[ASSIGNED TASK]: Below are the records; count the lines that include the string "color" and give only that number.

Excerpts from a dataset:
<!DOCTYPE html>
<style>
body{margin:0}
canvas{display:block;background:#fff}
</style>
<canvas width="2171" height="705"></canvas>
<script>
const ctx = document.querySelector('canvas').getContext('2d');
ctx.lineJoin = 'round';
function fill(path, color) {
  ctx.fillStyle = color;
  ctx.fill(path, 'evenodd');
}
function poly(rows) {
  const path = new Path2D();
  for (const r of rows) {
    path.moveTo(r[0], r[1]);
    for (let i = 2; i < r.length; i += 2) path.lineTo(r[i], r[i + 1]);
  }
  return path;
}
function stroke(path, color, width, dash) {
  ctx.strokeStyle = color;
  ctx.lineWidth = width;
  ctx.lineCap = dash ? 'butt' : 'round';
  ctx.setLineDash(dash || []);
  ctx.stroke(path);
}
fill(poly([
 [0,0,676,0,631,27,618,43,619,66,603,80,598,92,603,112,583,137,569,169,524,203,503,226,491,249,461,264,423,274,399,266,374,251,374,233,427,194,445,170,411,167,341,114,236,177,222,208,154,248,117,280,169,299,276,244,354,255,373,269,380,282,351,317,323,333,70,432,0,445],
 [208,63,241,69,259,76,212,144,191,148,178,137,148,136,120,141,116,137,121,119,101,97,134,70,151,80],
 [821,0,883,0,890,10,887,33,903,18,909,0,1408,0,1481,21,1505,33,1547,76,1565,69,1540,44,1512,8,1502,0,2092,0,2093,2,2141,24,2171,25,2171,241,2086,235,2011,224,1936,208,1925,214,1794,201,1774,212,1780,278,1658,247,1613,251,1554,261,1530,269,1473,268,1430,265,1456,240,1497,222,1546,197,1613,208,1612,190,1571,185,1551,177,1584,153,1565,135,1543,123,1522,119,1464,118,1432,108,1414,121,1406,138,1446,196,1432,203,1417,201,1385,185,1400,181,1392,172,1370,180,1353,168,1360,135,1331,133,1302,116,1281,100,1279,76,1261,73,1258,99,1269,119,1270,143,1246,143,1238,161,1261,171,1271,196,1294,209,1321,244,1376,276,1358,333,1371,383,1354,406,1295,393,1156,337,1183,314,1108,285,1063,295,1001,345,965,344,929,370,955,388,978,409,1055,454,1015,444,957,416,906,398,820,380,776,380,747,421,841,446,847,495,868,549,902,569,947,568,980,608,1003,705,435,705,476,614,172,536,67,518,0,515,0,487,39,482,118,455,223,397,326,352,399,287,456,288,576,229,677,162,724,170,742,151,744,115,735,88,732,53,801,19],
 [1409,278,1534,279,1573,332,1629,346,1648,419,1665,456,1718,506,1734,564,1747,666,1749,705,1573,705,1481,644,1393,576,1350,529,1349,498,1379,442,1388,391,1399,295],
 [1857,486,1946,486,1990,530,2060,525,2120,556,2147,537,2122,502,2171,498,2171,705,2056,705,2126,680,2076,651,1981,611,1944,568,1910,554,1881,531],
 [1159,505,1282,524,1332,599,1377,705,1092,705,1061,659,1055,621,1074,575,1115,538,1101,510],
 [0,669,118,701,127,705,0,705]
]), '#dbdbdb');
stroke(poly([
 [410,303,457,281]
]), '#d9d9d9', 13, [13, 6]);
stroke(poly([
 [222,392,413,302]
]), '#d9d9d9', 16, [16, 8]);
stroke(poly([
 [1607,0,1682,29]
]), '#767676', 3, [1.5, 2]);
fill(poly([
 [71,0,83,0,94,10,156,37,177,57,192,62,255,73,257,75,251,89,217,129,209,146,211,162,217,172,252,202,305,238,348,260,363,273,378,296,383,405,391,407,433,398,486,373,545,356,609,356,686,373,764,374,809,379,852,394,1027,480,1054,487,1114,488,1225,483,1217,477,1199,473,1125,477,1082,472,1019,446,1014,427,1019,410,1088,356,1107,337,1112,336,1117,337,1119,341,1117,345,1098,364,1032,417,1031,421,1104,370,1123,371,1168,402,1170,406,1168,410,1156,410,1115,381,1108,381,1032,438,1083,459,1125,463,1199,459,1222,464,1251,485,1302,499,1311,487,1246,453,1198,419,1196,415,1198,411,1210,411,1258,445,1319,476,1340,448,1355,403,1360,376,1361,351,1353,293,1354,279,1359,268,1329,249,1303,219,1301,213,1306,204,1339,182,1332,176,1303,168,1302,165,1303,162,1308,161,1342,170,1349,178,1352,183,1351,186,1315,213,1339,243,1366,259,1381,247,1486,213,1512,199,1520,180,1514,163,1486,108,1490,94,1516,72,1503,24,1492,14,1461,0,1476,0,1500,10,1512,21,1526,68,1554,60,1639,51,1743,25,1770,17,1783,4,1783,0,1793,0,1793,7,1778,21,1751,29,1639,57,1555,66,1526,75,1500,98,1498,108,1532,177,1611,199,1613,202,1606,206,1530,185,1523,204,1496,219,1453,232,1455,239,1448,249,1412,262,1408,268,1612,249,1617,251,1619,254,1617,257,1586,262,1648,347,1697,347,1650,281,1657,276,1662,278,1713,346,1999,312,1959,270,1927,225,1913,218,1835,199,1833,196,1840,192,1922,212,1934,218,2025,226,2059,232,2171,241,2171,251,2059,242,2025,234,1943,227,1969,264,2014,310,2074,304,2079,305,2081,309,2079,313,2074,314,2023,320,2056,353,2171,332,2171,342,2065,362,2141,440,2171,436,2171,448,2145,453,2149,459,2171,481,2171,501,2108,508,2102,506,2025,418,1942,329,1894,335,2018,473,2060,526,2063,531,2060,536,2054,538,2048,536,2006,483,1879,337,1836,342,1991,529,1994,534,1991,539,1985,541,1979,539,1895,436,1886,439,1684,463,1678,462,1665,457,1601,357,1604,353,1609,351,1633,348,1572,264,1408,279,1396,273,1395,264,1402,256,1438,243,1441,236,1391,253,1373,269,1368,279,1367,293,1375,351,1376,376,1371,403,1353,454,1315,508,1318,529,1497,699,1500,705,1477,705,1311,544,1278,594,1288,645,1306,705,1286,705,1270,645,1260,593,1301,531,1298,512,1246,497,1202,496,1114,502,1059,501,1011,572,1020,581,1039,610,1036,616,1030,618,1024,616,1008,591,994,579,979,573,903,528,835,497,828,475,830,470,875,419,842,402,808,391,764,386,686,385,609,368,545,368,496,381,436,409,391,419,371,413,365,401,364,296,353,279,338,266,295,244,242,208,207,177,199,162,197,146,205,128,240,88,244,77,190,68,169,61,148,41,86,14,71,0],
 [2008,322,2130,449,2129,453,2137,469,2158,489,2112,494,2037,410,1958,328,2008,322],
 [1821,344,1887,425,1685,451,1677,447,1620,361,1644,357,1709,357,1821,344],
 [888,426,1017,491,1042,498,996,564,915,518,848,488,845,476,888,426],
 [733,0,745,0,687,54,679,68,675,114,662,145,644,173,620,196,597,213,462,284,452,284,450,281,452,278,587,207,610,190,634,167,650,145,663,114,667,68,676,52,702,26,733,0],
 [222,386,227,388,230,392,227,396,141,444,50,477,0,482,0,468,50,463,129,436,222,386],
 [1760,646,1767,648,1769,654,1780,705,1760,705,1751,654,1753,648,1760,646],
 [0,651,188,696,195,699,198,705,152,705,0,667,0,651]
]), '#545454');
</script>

[SOLUTION FOR THIS EXERCISE]: 4